Look below for the line containing "position:absolute; left:21px; top:21px;" and the line containing "position:absolute; width:35px; height:35px;"; repeat exactly those two lines and all lines between them, and nothing else.

┌──

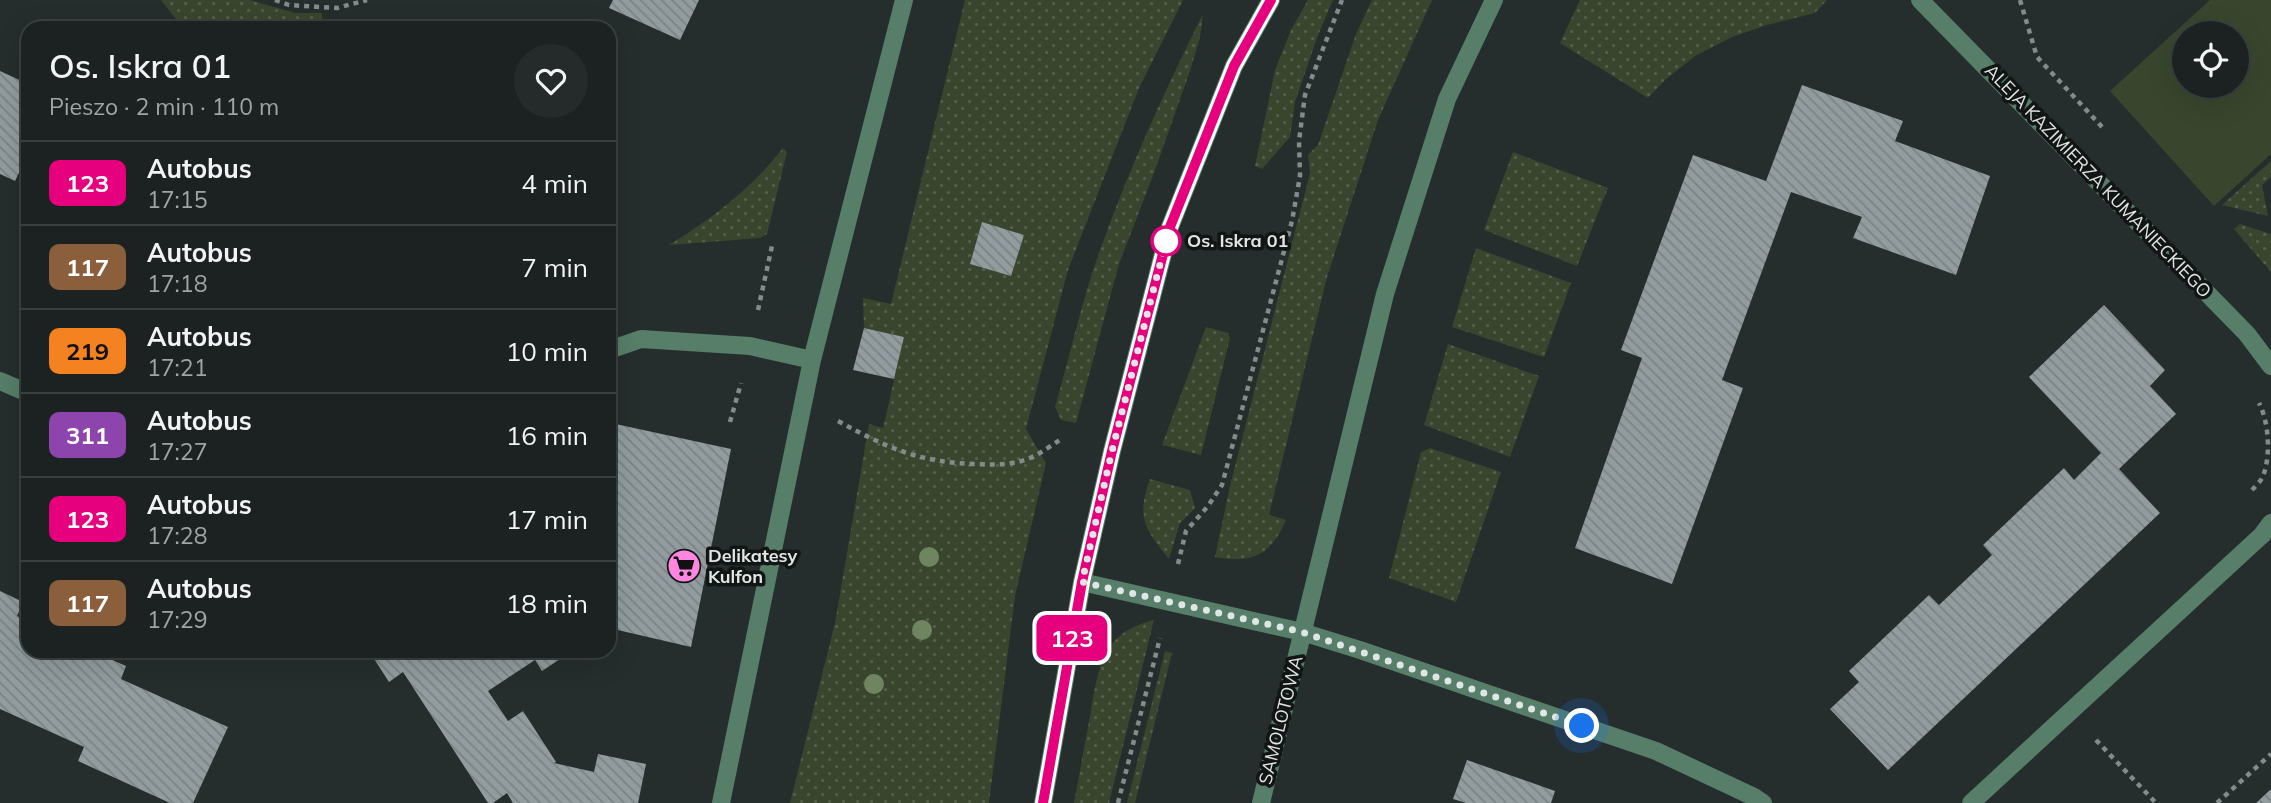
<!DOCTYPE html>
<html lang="pl">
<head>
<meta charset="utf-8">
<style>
	:root { --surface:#1c2222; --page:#252a2a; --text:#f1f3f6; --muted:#a0a4a5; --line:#3a3f40 }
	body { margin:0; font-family:Mulish,sans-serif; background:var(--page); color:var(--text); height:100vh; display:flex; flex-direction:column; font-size:26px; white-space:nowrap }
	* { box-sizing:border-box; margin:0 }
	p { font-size:23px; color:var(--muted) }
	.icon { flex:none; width:38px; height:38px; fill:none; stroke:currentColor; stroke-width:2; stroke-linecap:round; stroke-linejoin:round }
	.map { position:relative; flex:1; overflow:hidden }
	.panel { position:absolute; left:21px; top:21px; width:595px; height:637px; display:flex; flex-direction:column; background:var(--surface); border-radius:21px; box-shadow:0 7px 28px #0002,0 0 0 2px var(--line) }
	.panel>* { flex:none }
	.badge { padding:0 14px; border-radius:10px; font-size:24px; line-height:46px }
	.buttons { position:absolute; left:2172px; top:21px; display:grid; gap:14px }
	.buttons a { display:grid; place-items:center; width:77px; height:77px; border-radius:50%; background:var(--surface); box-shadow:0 7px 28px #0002,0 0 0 2px var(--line); font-size:35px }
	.you { position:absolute; width:35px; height:35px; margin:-18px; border:5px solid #fff; border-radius:50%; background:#1a73e8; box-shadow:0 0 0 10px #1a73e833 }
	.map>.badge { position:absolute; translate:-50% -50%; box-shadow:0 0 0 4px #fff }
	.round { display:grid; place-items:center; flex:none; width:74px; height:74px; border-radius:37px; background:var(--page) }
	.head { display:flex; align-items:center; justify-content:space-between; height:119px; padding:0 28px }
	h1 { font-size:33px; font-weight:600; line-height:52px }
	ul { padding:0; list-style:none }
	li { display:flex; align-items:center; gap:21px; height:84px; padding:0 28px; border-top:2px solid var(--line) }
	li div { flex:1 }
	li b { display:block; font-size:26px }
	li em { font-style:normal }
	li .badge { min-width:77px; font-weight:700; text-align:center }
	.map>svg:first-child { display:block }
	.grass { fill:url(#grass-dots) }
	.garden { fill:#39462d; fill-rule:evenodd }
	.building { fill:url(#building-back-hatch) }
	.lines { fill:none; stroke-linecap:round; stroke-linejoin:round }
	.path { stroke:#848b8b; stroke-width:4.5; stroke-dasharray:5 5; stroke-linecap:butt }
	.minor { stroke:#567e69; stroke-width:18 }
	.tree { fill:#6f8562 }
	.line-casing { stroke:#fff; stroke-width:16 }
	.line { stroke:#e6007e; stroke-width:10 }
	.walk { stroke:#e0e6e5; stroke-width:7; stroke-dasharray:0 12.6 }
	.stop-dot { fill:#fff; stroke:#e6007e; stroke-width:3.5 }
	.labels { text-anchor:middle; stroke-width:7; stroke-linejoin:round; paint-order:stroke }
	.street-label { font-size:18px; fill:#e0e6e5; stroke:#111514 }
	.stop-label { font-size:18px; font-weight:bold; fill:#e0e6e5; stroke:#111514; text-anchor:start }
	.poi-label { font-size:18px; font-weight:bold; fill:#e0e6e5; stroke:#111514; text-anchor:start }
</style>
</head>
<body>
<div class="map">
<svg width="2271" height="803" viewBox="0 0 2271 803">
	<defs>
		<pattern id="grass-dots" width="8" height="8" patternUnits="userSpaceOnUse" patternTransform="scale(1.75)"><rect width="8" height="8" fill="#39462d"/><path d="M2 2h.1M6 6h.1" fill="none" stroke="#55614b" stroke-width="1.8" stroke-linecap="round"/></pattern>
		<pattern id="building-back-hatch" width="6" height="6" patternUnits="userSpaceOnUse" patternTransform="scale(1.75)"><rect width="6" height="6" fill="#929c9f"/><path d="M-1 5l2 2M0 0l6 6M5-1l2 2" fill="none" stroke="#7a8284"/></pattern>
	</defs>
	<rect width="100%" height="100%" fill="#252d2d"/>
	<path class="grass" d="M161 0H250L295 13H322V19L314 28H183Z
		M965 0H1183L1139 88 1068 270 1026 429 1046 463 1015 596 989 803H790L835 623 869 424 883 428 904 337 864 328 863 298 891 304Z
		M1308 0H1333L1318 35 1295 102 1290 137 1262 169 1255 166 1275 70 1291 30Z
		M1372 0H1432L1378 120 1327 277 1269 515 1286 520C1271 555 1252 564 1215 557L1230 486 1310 173 1308 155 1318 145 1356 34Z
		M1580 0H1827L1815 13 1767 25 1732 37 1695 56 1665 80 1648 98 1560 43Z
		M1203 14 1200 37 1190 71 1154 173 1119 264 1076 423 1061 420 1055 407C1070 356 1081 303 1099 253 1128 171 1164 92 1203 14Z
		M783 148 787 152 767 234 760 238 669 245C713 218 752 188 783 148Z
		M1513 152 1608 188 1577 266 1484 230Z
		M2271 161V177L2262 185 2268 216 2222 205Z
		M2240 224 2271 234V272L2234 229Z
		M1476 248 1571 283 1544 357 1452 327Z
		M1206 327 1228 333 1230 338 1201 455 1162 445Z
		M1448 344 1539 376 1510 457 1424 425Z
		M1430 448 1501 472 1456 602 1389 578 1421 452Z
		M1150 479 1190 490 1195 508 1180 523 1169 559C1145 529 1136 518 1150 479Z
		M1154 620 1109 803H1074C1079 776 1084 749 1089 722 1094 697 1096 665 1112 644 1123 630 1138 624 1154 620Z
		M1165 651 1172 653 1135 803H1127Z"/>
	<path class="garden" d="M2210 0H2271V154L2214 206 2110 91ZM2184 33H2236V86H2184Z"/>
	<path class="building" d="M613 0H699L680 40 609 8Z
		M0 71 28 84V164L24 162 15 181 0 174Z
		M1802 85 1903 121 1895 141 1990 176 1956 275 1853 238 1862 217 1791 192 1722 380 1743 388 1672 584 1575 548 1642 358 1621 350 1693 155 1766 181Z
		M982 222 1024 235 1011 276 970 264Z
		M2104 305 2165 370 2150 386 2176 414 2119 469 2160 513 1888 770 1830 709 1859 682 1849 671 1929 595 1939 605 1992 555 1983 545 2064 468 2074 480 2101 453 2029 377Z
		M864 328 904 337 894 379 853 370Z
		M611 423 731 449 691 647 609 628V430Z
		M0 591 23 602 17 616 28 622V651H92L126 666 121 679 228 727 193 803H170L78 761 84 747 0 709Z
		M369 651H572L542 671 535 660 488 691 508 721 523 711 556 762 554 763 594 772 598 754 646 764 638 803H513L507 793 493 803H488L403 672 389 682Z
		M1467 760 1555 791 1551 803H1466L1453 799Z
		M2271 789V803H2256Z"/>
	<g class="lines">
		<path class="path" d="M275 0 289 5 337 8 367 0
			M2020 0 2037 57 2103 128
			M758 310 772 246
			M838 421C887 448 921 463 977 464 996 465 1013 465 1030 458 1042 453 1053 444 1063 438
			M730 422 741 383
			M2252 490C2256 486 2261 481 2263 476 2271 456 2269 422 2259 403
			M1178 564 1186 531 1208 506 1222 485 1292 221 1300 176 1299 141 1305 95 1342 0
			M2096 740 2156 803
			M1118 803 1160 638
			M2217 803 2271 754"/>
		<path class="minor" d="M1920 0 2247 334 2271 366
			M609 350 641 339 750 346 812 360
			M0 381 28 393
			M1082 582 1302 632 1360 650 1656 751 1754 797 1763 803
			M721 803 812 360 904 0
			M1043 803 1082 582 1112 451 1170 227 1234 66 1271 0
			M1261 803 1385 294 1447 99 1494 0
			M1971 803 2262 535 2271 523"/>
	</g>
	<g class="tree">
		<circle cx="929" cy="557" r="10"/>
		<circle cx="922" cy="630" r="10"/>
		<circle cx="874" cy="684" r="10"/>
	</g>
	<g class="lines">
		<defs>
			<path id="line" d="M1043 803 1082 582 1112 451 1170 227 1234 66 1271 0"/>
		</defs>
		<use href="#line" class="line-casing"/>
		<use href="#line" class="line"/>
		<path class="walk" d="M1166 241 1112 451 1082 582 1302 632 1582 726"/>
	</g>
	<defs>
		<symbol id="supermarket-disc" viewBox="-11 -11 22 22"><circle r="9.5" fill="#fe85e0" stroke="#111514"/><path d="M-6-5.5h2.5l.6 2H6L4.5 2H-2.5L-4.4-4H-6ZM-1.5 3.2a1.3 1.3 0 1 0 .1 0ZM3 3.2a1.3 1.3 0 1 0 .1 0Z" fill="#111"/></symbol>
	</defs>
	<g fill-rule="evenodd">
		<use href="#supermarket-disc" x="665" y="547" width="38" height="38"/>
	</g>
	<circle class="stop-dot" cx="1166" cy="241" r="14"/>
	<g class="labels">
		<g class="street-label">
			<text transform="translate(2098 181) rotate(46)" y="6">ALEJA KAZIMIERZA KUMANIECKIEGO</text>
			<text transform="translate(1281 720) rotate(-76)" y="6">SAMOLOTOWA</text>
		</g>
		<g class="stop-label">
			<text x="1187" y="247">Os. Iskra 01</text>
		</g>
		<g class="poi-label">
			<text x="708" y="562">Delikatesy<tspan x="708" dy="21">Kulfon</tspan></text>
		</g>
	</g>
</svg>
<div class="buttons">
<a><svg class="icon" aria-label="locate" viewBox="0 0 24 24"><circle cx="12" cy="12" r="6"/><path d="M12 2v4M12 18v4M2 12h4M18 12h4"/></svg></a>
</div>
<div class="you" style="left:1582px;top:726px"></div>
<b class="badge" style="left:1072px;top:638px;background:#e6007e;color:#fff">123</b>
<section class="panel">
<div class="head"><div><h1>Os. Iskra 01</h1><p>Pieszo · 2 min · 110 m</p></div><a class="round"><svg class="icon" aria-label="heart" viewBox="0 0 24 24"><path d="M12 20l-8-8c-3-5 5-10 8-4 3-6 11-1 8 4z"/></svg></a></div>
<ul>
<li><span class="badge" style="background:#e6007e;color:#fff">123</span><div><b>Autobus</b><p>17:15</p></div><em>4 min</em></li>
<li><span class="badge" style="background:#8b5e3c;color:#fff">117</span><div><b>Autobus</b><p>17:18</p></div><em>7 min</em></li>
<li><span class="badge" style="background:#f58220;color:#111">219</span><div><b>Autobus</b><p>17:21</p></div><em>10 min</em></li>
<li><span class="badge" style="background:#8e44ad;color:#fff">311</span><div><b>Autobus</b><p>17:27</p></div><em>16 min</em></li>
<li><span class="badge" style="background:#e6007e;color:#fff">123</span><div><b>Autobus</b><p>17:28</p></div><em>17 min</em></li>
<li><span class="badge" style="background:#8b5e3c;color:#fff">117</span><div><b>Autobus</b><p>17:29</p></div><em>18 min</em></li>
</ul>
</section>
</div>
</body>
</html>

└──

WRITTEN SOLUTION
	.panel { position:absolute; left:21px; top:21px; width:595px; height:637px; display:flex; flex-direction:column; background:var(--surface); border-radius:21px; box-shadow:0 7px 28px #0002,0 0 0 2px var(--line) }
	.panel>* { flex:none }
	.badge { padding:0 14px; border-radius:10px; font-size:24px; line-height:46px }
	.buttons { position:absolute; left:2172px; top:21px; display:grid; gap:14px }
	.buttons a { display:grid; place-items:center; width:77px; height:77px; border-radius:50%; background:var(--surface); box-shadow:0 7px 28px #0002,0 0 0 2px var(--line); font-size:35px }
	.you { position:absolute; width:35px; height:35px; margin:-18px; border:5px solid #fff; border-radius:50%; background:#1a73e8; box-shadow:0 0 0 10px #1a73e833 }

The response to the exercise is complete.